(Stored data entries)
= Beginning of Section =
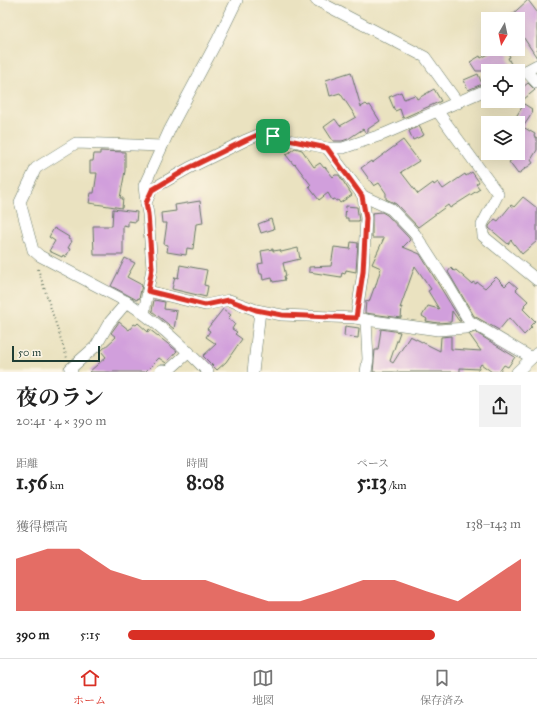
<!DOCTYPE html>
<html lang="ja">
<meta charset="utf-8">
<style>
body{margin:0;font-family:"IM FELL Great Primer","Noto Serif JP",serif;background:#f2f2f2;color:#222;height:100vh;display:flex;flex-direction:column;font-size:15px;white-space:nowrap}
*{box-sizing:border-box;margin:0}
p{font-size:13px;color:#767676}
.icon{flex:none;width:22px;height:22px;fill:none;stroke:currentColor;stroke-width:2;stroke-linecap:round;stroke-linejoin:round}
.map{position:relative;height:372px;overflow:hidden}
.side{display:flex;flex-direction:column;background:#fff;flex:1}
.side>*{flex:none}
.needle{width:26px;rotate:189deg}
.buttons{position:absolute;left:481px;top:12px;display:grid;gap:8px}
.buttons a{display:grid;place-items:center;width:44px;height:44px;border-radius:0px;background:#fff;box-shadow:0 4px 16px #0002;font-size:20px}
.scale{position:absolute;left:12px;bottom:10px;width:88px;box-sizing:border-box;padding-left:4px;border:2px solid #1f3d34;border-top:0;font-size:11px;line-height:14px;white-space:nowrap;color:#1f3d34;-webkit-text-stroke:3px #fcf5e5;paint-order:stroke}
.pin{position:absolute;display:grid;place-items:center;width:34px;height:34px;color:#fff;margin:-17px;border-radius:8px;box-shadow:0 2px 6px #0006}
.round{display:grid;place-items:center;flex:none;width:42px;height:42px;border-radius:0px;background:#f2f2f2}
.overview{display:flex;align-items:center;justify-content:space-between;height:68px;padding:0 16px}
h1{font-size:22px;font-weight:700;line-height:30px}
.stats{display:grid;grid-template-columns:repeat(3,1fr);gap:6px;height:68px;padding:4px 16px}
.stats div{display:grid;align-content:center}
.stats b{font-size:20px;font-weight:700}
.stats small{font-size:11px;font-weight:400}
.stats p{font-size:11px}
.chart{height:112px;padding:8px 16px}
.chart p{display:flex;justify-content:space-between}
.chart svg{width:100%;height:72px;margin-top:4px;fill:#d93025;opacity:.7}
ul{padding:0 16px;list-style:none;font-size:13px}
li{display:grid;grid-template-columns:64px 48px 1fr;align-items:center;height:30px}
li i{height:10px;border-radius:5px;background:#d93025}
.tab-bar{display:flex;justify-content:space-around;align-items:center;height:56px;border-top:1px solid #e0e0e0;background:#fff;font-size:11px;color:#767676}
.tab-bar a{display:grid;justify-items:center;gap:2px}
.tab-bar .selected{color:#d93025}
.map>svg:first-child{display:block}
</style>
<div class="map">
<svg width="537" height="372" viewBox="0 0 537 372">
<rect width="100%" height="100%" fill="#fcf5e5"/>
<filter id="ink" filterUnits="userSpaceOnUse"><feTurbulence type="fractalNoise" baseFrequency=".025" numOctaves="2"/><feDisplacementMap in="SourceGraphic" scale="8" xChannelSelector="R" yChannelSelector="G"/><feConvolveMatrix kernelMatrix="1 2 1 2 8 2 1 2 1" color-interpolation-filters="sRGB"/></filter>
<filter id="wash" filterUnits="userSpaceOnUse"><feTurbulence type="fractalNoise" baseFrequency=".012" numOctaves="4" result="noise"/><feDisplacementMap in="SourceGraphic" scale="16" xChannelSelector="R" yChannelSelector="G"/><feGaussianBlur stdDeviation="0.9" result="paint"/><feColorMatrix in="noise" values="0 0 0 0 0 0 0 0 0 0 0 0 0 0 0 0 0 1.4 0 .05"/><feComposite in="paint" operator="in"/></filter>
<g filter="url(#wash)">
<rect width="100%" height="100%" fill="#eae2c0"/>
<g id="blocks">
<g fill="#d19fdc">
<path d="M528,0L537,12V58L518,29V19H507Z"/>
<path d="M498,49H506L510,57L508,58L514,70L512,71H476L470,62L480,56L481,58Z"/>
<path d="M351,72L361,107L366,104L368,106L370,105L380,121L368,129V132L366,133L363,129L348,139L342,141H333L324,127L335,119L340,126L356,117L340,93L330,96L326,80Z"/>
<path d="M478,74L482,84L468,90L464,80Z"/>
<path d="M528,83L535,90L518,104V91Z"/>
<path d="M434,89L441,101L403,118L400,109L395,111L389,97L401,92L404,99L415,95L417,99Z"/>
<path d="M524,104L532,109L531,110L533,112L523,127L535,134L534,136L537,138V150L531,160L533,163L518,174L509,162L518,155V123H512Z"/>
<path d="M419,126L424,135L413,140L409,131Z"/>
<path d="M403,140L419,161L401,172L418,194L433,183L434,185L438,182L443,189L465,174L466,176L472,172L479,182L476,184L480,189L450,208L448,205L418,227L396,204L386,199V193L379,183L374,186L361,168L371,161L372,163Z"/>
<path d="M295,148L302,150L314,167L320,163L324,168L325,167L333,177L335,175H339L352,195L340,203L338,200L336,201L335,199L332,200L328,193L319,200L309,187L311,185L295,164L294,165L286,155Z"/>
<path d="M100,151L125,152V171L120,198H123L122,208L89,203L91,193H94L97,173H90V161H93L94,154H100Z"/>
<path d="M523,197L537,208V241L522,254L511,240L508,244L489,228V226L495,219L498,221L511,205L514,207Z"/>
<path d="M200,201L203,223L196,224L193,249L187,248L186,255L167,252L168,245L164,244L167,223H162L161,213L176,211L175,205Z"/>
<path d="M346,206L357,207L359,221H348V218H345Z"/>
<path d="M113,209L137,212L136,222L128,221V226L123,225V255H94L93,226H112Z"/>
<path d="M382,212L387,215L409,238L410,240L403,247L420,254L461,321H459L452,311L451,322L438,323L426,321L427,319L422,316L428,306L439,309L428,291L431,289L415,266L400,308L402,307L401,318L365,313L366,301L369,302L374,288H375L381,268L372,264L384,238H372V213Z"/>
<path d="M271,219L274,229L261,233L258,224Z"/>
<path d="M54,228L69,237L68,239L72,241L68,248L70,249L66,257L63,255L62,257L49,251L55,241L49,237Z"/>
<path d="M351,242L358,243L356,272L346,270L345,274L342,273L341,277L309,272V267L331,266L334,247L350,249Z"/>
<path d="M298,248L300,259L283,263L286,276H284L285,280L273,282L272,278L263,280L262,274H260L258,264L263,263L261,251L273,249V251L280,250L281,252Z"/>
<path d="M125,258L135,263L127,277L142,285L139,299L138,298L137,300L111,286Z"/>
<path d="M180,265L207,270L204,285L208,286L206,297L172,289L175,277L178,278Z"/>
<path d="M451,268L454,271L456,270L472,284L473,282L476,284L477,282L485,288L496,277L505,286L510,281L518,288L516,290L528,301L524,305L525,306L523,309L535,321L530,326L532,327L524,335L509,318L499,330L474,316L448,272Z"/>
<path d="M154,300L165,302L164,309L177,311L174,329L152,311Z"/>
<path d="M223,309L231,315L228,318L235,324L232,329L237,332L235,334L242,339L226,362L217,370L203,356L216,344L206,337L210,331L207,329Z"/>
<path d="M119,322L129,330L134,324L136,325L138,323L148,332L149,329L177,351L166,363L159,358L145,372H89L106,357L101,351L116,337L111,333Z"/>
<path d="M345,326L359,328L358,338L344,336Z"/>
<path d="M381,329L400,332L390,361L393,363L410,336L440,351L441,337L451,336V349L481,351L469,334L475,332L515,357L508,367L504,365L499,372H492L481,364L478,369L460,368V372H373L375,350H378Z"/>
</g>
</g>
</g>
<g filter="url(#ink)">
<use href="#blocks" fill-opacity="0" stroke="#667765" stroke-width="1"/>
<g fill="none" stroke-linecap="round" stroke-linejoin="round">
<defs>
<g id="minor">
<path d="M316,0L425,57L458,103"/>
<path d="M526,71L537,83"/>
<path d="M518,75L537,65"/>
<path d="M438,112L498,194L482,225L483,236L537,280"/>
<path d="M327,148L363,196L391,209L415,234L448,285L469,321L532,358"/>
<path d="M363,196L366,218L363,272L356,318L366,320L368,359L366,372"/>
<path d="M146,203L144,186L170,129L218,39L237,0"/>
<path d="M148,291L205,305L229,300L256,310L282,315L356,318"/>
<path d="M127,302L40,256L33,250L20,202L36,168L76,143L162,146"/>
<path d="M144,313L152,268L148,214L146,203L152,189L189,168L246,140L260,134L327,148H343L384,134L488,89"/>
<path d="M366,320L438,330L466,328L475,325"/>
<path d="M72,372L70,369L96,346L109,323L127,302C157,322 183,346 208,372"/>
<path d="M160,372L162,370L168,371L189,352"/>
<path d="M253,372L260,311"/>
<path d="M517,372L537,353"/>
</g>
</defs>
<use href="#minor" stroke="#667765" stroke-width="12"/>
<path stroke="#667765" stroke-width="2" stroke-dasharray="1 3" stroke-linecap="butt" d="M38,269L67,358"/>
<use href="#minor" stroke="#fff" stroke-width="11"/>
</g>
</g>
<g fill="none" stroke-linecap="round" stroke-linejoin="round" filter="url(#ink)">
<defs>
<path id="route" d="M260,134L327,148L362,196L366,218L363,272L356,318L282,315L256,310L229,300L205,305L148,291L152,268L148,214L146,203L152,190L189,168L246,140Z"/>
</defs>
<use href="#route" stroke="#fff" stroke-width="8"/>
<use href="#route" stroke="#d93025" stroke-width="5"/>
</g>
</svg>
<div class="buttons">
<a><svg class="needle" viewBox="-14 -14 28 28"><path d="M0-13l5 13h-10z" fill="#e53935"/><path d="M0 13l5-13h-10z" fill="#767676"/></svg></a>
<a><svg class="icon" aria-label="locate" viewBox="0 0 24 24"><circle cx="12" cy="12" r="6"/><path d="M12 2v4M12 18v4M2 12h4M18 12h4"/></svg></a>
<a><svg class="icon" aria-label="layers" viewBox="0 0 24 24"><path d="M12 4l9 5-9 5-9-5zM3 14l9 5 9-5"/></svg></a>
</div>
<div class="scale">50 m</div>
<div class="pin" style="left:273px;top:136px;background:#1e9e55"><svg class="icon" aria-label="arrive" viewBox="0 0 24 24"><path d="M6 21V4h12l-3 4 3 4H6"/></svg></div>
</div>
<section class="side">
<div class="overview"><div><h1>夜のラン</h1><p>20:41 · 4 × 390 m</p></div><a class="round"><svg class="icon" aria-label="share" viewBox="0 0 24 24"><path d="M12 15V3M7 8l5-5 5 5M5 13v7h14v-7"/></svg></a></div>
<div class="stats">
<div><p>距離</p><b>1.56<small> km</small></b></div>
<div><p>時間</p><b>8:08</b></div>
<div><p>ペース</p><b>5:13<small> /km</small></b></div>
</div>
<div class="chart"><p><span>獲得標高</span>138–143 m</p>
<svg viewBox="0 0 160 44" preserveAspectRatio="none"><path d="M0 44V12L10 6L20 6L30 19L40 25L50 25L60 25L70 32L80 38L90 38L100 32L110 25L120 25L130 32L140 38L150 25L160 12V44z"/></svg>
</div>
<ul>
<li><b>390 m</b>5:15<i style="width:78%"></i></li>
</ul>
</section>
<nav class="tab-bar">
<a class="selected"><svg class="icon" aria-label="home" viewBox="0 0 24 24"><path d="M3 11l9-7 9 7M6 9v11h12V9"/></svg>ホーム</a>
<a><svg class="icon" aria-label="map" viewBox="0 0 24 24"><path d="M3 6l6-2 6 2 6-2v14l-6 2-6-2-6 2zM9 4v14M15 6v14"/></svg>地図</a>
<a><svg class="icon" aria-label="saved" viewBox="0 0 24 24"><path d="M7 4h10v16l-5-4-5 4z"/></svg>保存済み</a>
</nav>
= End of Section =
● **EXERCISE REQUIREMENTS**
Your reply should contain only the number of lines in the entries above with the word "shadow".

● **PROBLEM SOLUTION**
2